— INPUT FOR THIS TASK —
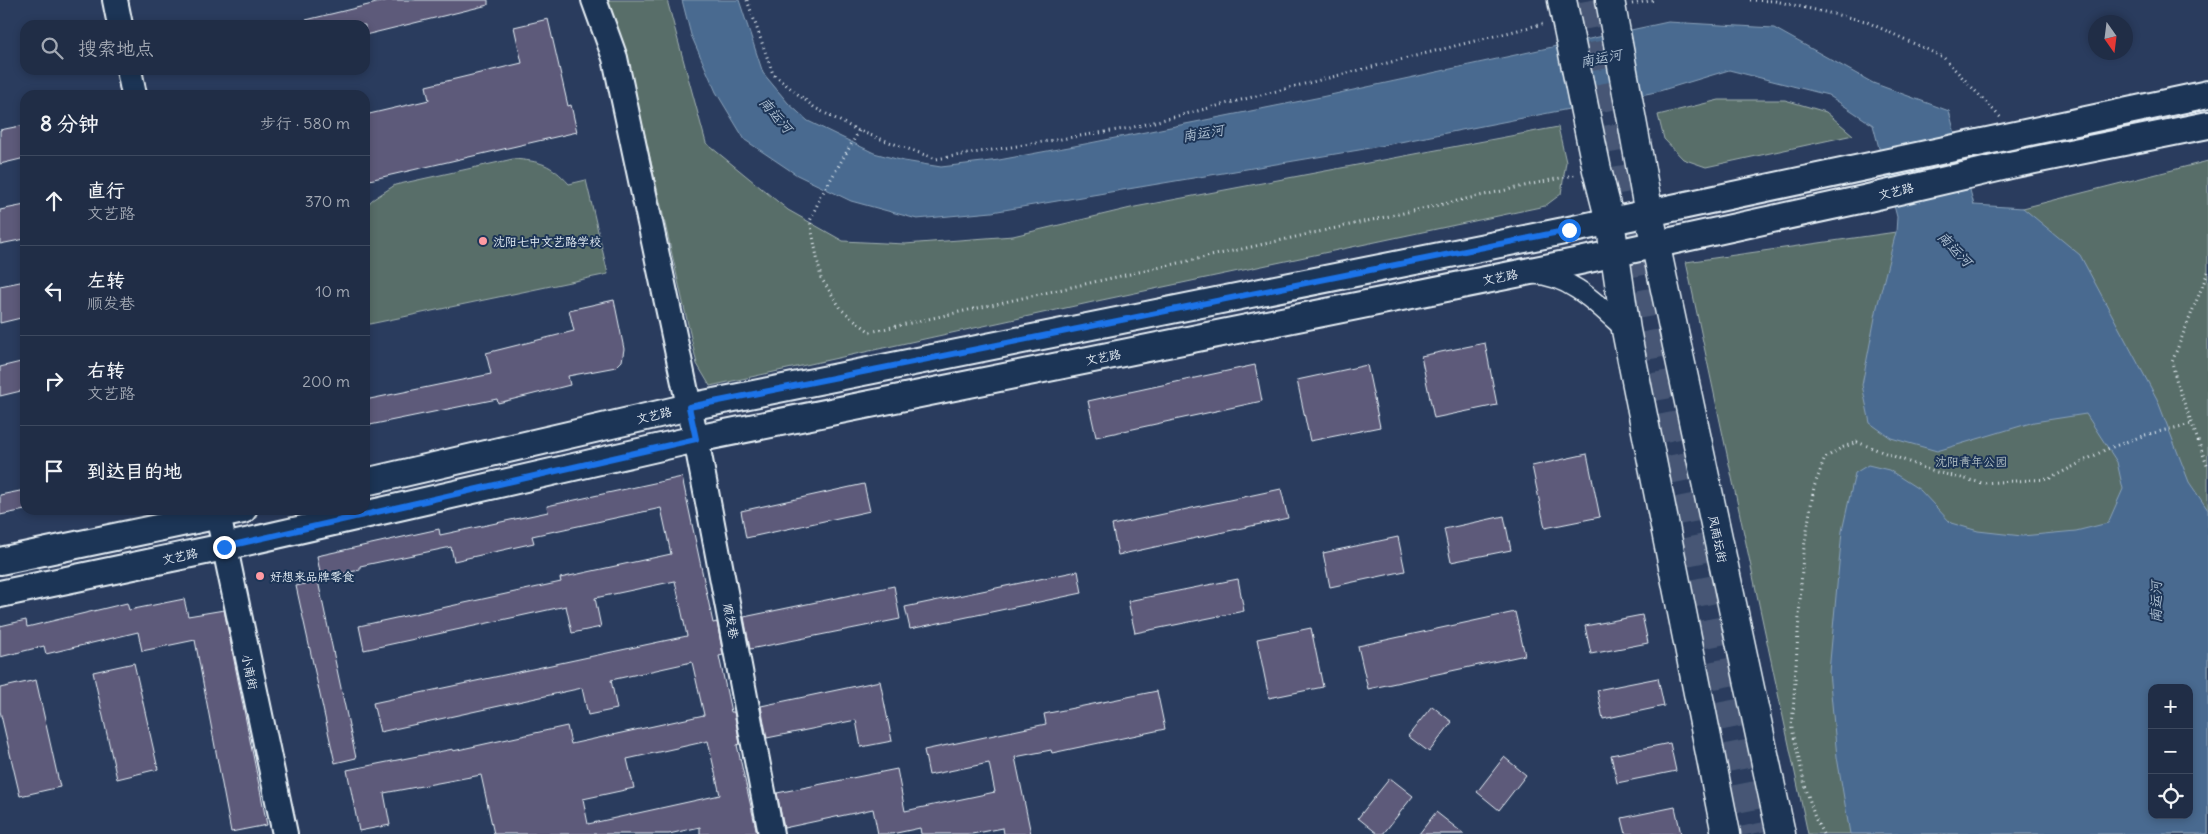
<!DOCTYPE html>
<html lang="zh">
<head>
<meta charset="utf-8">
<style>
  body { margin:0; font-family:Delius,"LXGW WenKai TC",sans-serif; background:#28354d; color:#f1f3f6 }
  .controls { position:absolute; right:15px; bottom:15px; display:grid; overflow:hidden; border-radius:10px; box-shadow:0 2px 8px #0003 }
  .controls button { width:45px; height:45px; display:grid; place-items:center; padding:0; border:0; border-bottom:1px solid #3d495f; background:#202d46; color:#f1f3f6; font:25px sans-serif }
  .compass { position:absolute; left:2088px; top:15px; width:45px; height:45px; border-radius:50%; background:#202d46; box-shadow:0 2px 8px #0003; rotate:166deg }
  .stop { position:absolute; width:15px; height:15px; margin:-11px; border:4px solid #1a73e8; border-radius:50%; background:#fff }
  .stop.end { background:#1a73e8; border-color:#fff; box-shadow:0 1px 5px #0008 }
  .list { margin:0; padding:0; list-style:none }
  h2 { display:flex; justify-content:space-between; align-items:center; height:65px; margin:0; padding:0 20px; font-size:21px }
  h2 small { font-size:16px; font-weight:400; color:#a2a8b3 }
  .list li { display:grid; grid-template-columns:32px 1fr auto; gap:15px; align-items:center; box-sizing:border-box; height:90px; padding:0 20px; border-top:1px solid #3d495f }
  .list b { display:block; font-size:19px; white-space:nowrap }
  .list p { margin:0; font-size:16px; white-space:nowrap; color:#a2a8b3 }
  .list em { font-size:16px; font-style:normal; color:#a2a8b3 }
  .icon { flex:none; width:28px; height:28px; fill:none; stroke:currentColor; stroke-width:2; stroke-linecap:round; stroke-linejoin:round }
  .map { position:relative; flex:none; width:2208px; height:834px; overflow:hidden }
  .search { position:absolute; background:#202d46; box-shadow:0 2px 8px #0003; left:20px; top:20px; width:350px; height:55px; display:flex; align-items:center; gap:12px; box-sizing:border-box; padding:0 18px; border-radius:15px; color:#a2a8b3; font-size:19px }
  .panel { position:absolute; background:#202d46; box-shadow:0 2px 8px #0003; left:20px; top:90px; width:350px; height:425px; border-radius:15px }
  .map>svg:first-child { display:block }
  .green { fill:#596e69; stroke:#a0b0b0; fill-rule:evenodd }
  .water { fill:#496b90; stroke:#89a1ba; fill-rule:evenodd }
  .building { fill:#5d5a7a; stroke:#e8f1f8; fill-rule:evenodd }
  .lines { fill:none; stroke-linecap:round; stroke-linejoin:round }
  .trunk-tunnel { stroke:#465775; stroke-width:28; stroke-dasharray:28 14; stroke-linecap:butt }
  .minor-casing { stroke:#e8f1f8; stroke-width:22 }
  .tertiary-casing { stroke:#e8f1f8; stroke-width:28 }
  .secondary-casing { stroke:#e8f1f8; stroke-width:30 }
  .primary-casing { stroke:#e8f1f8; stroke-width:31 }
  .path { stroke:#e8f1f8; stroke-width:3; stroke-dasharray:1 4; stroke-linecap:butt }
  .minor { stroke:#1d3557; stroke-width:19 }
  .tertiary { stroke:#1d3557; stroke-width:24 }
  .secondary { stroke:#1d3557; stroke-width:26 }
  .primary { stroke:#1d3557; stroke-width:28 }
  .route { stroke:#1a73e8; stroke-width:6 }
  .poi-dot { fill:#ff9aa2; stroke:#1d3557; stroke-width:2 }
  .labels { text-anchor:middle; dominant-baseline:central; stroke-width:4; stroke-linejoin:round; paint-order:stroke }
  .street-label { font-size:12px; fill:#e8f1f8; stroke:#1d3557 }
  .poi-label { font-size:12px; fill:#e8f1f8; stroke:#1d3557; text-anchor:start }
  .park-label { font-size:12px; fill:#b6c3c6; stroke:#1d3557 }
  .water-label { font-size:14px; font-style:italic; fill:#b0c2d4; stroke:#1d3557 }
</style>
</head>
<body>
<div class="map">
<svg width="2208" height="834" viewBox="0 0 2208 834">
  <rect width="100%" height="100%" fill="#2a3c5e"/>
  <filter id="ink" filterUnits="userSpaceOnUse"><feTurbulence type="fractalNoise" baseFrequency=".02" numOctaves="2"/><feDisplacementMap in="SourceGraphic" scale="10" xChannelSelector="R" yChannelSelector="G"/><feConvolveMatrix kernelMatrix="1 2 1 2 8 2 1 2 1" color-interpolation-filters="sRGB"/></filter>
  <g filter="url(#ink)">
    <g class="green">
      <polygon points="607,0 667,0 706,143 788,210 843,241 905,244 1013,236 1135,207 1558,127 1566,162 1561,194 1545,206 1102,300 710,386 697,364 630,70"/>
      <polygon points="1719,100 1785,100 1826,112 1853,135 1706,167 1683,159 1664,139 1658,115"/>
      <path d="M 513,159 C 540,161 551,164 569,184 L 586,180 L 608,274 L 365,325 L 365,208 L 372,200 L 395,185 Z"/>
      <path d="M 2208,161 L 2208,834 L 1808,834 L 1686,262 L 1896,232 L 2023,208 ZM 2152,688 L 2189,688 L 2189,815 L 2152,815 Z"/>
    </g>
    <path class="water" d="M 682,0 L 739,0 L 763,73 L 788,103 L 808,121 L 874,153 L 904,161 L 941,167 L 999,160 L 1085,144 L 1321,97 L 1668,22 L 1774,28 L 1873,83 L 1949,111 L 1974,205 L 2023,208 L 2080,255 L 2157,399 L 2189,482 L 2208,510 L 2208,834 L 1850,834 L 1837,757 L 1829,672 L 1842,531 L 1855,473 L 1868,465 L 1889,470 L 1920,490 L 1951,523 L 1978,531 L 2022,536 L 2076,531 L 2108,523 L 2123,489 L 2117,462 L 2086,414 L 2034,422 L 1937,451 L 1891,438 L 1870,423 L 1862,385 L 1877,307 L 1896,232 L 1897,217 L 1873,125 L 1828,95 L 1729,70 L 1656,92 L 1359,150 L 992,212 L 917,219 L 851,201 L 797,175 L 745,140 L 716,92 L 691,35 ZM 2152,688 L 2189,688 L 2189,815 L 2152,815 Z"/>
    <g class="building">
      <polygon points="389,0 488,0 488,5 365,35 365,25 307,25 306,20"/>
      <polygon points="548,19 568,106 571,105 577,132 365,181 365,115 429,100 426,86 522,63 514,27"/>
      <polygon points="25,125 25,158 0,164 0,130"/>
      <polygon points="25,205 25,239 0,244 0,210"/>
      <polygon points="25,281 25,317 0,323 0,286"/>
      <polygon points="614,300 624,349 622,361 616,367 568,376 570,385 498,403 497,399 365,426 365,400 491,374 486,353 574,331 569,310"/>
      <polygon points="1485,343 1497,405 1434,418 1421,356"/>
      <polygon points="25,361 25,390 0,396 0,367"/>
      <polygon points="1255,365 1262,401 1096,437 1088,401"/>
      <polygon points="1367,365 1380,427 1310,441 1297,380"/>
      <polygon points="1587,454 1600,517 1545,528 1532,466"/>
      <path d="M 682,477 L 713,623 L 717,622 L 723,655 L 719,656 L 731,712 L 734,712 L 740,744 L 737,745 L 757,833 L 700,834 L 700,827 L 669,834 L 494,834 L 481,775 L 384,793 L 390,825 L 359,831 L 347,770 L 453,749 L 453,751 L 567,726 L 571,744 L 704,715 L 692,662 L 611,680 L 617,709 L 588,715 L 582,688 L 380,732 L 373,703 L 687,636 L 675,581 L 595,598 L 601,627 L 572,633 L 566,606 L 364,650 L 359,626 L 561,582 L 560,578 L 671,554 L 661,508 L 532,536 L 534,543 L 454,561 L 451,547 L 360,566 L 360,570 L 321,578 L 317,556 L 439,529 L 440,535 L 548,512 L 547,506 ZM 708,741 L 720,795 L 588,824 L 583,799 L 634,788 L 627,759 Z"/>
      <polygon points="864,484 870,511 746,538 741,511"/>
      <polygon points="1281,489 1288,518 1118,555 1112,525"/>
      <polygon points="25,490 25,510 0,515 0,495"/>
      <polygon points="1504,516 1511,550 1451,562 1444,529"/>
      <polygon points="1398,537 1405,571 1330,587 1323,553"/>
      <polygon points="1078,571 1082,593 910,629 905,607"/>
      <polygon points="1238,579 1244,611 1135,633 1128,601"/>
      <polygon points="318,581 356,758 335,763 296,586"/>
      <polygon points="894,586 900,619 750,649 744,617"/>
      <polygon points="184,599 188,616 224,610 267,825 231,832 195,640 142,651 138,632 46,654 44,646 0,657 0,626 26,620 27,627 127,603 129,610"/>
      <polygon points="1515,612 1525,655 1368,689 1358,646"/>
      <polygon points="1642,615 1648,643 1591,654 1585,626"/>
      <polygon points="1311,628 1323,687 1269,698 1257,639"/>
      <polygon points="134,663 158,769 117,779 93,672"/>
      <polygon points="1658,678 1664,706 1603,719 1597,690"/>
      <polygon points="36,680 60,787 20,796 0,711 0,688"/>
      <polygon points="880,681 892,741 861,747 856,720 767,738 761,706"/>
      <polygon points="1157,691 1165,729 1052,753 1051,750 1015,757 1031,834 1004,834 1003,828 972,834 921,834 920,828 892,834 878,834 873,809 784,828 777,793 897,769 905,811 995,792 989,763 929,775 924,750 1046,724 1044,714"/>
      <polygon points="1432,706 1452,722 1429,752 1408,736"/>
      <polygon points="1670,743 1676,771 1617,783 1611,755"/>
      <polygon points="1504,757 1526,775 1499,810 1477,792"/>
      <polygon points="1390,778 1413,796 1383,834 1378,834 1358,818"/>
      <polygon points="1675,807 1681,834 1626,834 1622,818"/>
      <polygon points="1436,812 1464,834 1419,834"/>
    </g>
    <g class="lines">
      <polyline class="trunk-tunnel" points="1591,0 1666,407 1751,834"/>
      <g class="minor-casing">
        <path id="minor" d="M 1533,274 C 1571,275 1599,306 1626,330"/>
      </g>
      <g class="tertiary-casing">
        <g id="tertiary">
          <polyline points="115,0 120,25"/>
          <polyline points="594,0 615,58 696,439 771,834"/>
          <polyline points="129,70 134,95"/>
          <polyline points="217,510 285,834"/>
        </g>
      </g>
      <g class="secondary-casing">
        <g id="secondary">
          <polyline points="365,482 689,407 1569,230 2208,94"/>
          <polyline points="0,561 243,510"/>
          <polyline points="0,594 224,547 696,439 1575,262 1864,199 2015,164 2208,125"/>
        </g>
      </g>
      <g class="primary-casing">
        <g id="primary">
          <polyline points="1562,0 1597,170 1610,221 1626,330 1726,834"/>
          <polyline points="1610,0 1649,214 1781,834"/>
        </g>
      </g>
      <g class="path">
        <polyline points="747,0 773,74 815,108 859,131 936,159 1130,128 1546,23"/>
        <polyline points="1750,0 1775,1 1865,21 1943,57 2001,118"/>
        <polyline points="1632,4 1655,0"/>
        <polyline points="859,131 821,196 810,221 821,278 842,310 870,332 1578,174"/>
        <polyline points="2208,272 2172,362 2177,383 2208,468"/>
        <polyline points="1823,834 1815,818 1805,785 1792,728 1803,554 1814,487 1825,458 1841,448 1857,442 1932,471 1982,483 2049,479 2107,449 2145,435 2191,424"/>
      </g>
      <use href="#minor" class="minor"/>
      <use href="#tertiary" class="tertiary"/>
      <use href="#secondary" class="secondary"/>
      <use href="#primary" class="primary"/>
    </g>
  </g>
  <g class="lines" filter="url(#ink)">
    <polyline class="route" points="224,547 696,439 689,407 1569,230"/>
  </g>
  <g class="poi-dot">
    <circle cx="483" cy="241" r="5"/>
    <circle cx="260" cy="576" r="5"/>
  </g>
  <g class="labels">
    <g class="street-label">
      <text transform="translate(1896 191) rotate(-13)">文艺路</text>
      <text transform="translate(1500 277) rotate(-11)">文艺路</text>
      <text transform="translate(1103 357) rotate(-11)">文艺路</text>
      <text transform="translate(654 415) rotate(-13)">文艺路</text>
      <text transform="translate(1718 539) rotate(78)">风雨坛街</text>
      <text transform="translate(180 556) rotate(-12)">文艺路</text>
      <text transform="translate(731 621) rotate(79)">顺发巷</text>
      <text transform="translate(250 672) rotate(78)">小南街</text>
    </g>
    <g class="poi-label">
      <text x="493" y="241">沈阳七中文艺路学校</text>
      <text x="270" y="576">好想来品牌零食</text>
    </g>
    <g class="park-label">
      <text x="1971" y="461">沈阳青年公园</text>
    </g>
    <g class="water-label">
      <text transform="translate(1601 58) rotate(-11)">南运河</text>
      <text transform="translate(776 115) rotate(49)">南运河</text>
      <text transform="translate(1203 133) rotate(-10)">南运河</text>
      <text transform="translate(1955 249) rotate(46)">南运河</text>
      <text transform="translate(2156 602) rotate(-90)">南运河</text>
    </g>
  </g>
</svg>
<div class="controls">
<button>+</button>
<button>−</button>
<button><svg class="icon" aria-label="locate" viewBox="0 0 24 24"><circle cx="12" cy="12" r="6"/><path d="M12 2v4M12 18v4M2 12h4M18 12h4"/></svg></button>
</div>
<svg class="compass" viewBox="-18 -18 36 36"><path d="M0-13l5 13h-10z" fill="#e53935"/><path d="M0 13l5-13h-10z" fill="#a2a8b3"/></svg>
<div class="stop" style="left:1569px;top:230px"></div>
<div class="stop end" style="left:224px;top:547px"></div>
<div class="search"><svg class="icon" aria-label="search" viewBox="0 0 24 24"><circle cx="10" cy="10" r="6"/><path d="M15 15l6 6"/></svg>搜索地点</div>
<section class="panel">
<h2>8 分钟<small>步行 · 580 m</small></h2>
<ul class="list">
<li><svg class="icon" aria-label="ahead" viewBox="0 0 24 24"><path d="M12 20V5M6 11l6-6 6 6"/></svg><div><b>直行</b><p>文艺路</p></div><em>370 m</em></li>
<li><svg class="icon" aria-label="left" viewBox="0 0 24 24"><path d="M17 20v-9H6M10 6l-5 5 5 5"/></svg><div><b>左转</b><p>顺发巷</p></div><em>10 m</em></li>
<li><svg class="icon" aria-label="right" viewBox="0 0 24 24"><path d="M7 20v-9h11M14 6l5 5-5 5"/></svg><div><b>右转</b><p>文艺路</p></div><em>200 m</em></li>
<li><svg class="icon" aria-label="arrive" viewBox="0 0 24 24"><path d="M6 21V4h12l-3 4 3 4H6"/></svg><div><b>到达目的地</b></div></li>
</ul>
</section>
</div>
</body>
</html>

— REQUIRED ACTION —
Scan the entries above for the word "white", then copy every line in which it occurs.

— RESULT OF THIS TASK —
  .list b { display:block; font-size:19px; white-space:nowrap }
  .list p { margin:0; font-size:16px; white-space:nowrap; color:#a2a8b3 }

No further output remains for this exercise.